Rz. 102

Die Massenentlassungsanzeige muss grundsätzlich vor Ausspruch der Kündigung ­erstattet werden. Ihr ist die Stellungnahme der Arbeitnehmervertretung gemäß § 17 Abs. 3 S. 2 KSchG beizufügen, alternativ die Unterrichtung glaubhaft zu machen und der Stand der Beratungen mit der Arbeitnehmervertretung darzulegen.

 

Rz. 103

In diesem Zusammenhang hatte das BAG ursprünglich angenommen, die Beifügung der Stellungnahme der Arbeitnehmervertretung sei zwar Wirksamkeitsvoraussetzung für die Massenentlassung, diese könne aber jedenfalls bis zum Ausspruch der Kündigung nachgereicht werden.[210] Das Konsultationsverfahren musste demnach bei Erstattung der Anzeige noch nicht abgeschlossen sein.
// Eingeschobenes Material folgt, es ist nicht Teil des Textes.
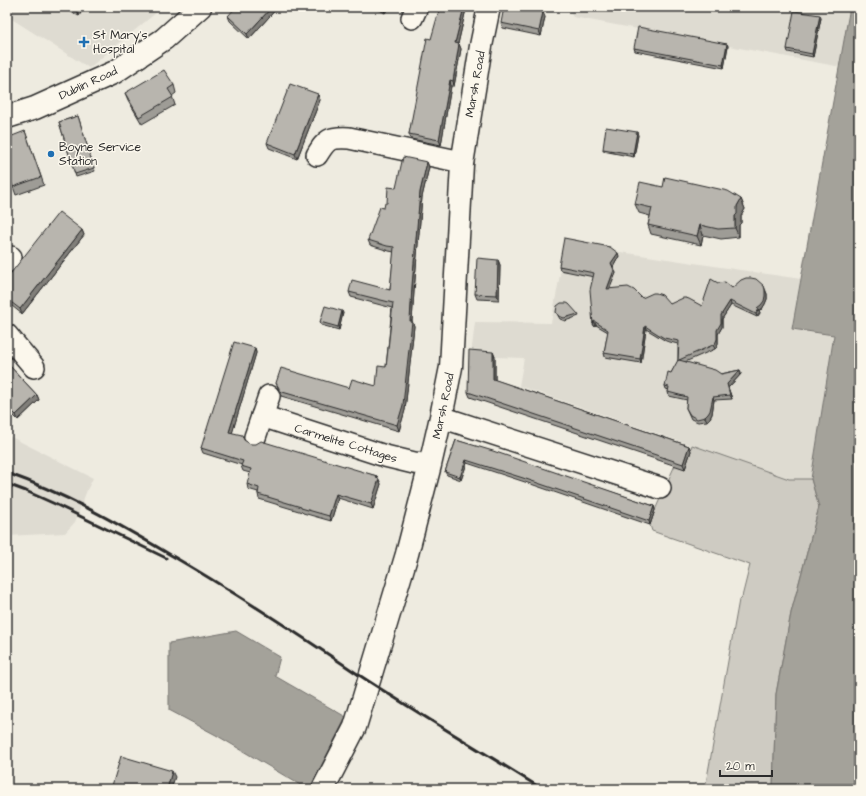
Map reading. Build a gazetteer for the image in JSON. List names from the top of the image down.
{
  "streets": {
    "main road": ["Dublin Road", "Marsh Road"],
    "street": ["Carmelite Cottages"]
  },
  "crossings": [
    ["Marsh Road", "Carmelite Cottages"]
  ],
  "places": {
    "health": ["St Mary's Hospital"],
    "other": ["Boyne Service Station"]
  },
  "scale_bar": "20 m"
}
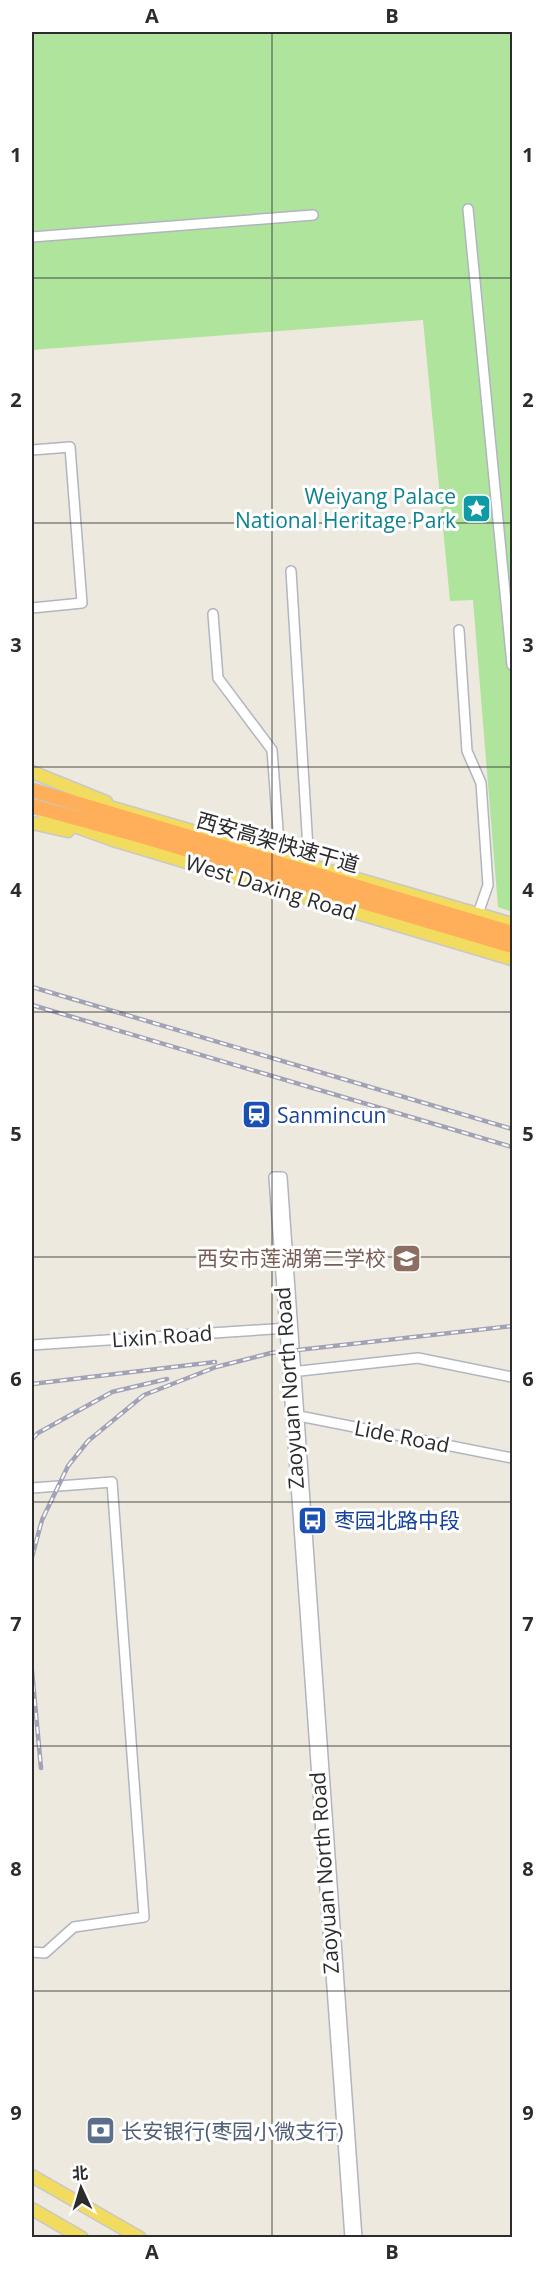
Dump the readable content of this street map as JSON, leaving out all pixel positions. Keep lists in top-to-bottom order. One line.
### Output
{"streets":{"highway":["西安高架快速干道"],"main road":["West Daxing Road"],"street":["Lixin Road","Zaoyuan North Road","Lide Road"]},"crossings":[["西安高架快速干道","West Daxing Road"],["Lixin Road","Zaoyuan North Road"],["Zaoyuan North Road","Lide Road"]],"places":{"place":["Weiyang Palace National Heritage Park"],"station":["Sanmincun"],"school or university":["西安市莲湖第二学校"],"bus stop":["枣园北路中段"],"bank":["长安银行(枣园小微支行)"]},"north":"top","grid":{"columns":["A","B"],"rows":["1","2","3","4","5","6","7","8","9"]}}
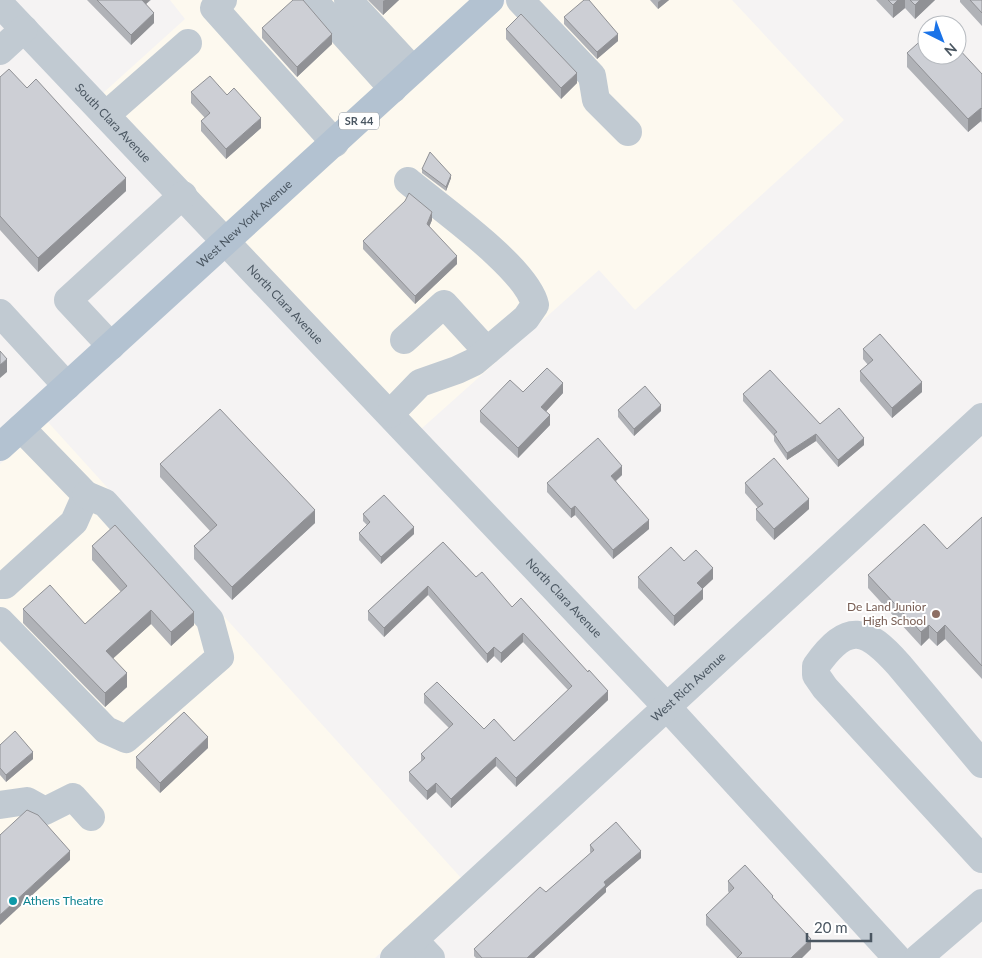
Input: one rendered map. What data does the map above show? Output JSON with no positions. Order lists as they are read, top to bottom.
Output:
{
  "streets": {
    "main road": ["SR 44", "West New York Avenue"],
    "street": ["South Clara Avenue", "North Clara Avenue", "West Rich Avenue"]
  },
  "crossings": [
    ["South Clara Avenue", "West New York Avenue"],
    ["South Clara Avenue", "North Clara Avenue"],
    ["West New York Avenue", "North Clara Avenue"],
    ["North Clara Avenue", "West Rich Avenue"]
  ],
  "places": ["De Land Junior High School", "Athens Theatre"],
  "scale_bar": "20 m",
  "north": "bottom right"
}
Allerdings ergibt sich aus der Rechtsprechung des EuGH bislang nicht eindeutig, ob es genügt, dass im Zeitpunkt der Kündigungserklärung sowohl das Konsultationsverfahren durchgeführt als auch die Massenentlassungsanzeige erstattet worden ist, oder, ob nicht vielmehr die Richtlinie schon vor dem Ausspruch der Kündigungen eine zeitliche Abfolge der Verfahren dahingehend vorsieht, dass das Konsultationsverfahren abgeschlossen sein muss, bevor die Massenentlassungsanzeige wirksam erstattet werden kann.[211] Generalanwalt Tizzano hatte bereits in seinen Schlussanträgen in der Rechtssache Junk darauf hingewiesen, dass sich "aus der Richtlinie eine Reihe von Verfahrensschritten ergibt, die in zwei aufeinanderfolgende Phasen gegliedert sind. […] Diese zweite Phase besteht in der Anzeige der Massenentlassung bei der zuständigen Behörde. Diese Phase kann meiner Ansicht nach nur auf die Konsultationsphase folgen, da der Arbeitgeber die Konsultationen in der Anzeige erwähnen muss".[212] Vieles spricht daher dafür, dass das Konsultationsverfahren durchgeführt und abgeschlossen sein muss, bevor die Massenentlassungsanzeige wirksam erstattet werden kann.[213] Das BAG hat die Frage bislang offenlassen können, für den Fall dass sie einmal entscheidungserheblich sein würde, allerdings bereits eine Vorlage an den EuGH angekündigt.[214]

 

Rz. 104

Ohne Zweifel muss das Konsultationsverfahren jedoch zumindest bereits eingeleitet worden sein, bevor die Anzeige erstattet werden kann. Das Konsultationsverfahren wirkt insoweit in das Anzeigeverfahren hinein, als der Arbeitgeber bei Anzeigeerstattung die Stellungnahme des Betriebsrats beifügen, alternativ die ordnungsgemäße Unterrichtung der Arbeitnehmervertretung glaubhaft machen und den Stand der Beratungen darlegen muss. Gelingt dies nicht, weil ein Konsultationsverfahren noch nicht eingeleitet worden ist, kann die Anzeige nicht wirksam erstattet werden. Eine zwingende Mindestfrist von zwei Wochen nach Einleitung des Konsultationsverfahrens lässt sich dem Gesetz umgekehrt jedoch auch nicht entnehmen. Zwar muss der Arbeitgeber bei Fehlen einer Stellungnahme des Betriebsrats glaubhaft machen, dass er den Betriebsrat mindestens zwei ­Wochen vor Anzeigeerstattung unterrichtet hat, so dass in diesem Fall faktisch eine entsprechende Frist einzuhalten ist. Gibt der Betriebsrat allerdings eine Stellungnahme bereits vor Ablauf von zwei Wochen nach der Unterrichtung ab, kann auch die Anzeigeerstattung entsprechend früher erfolgen.[215]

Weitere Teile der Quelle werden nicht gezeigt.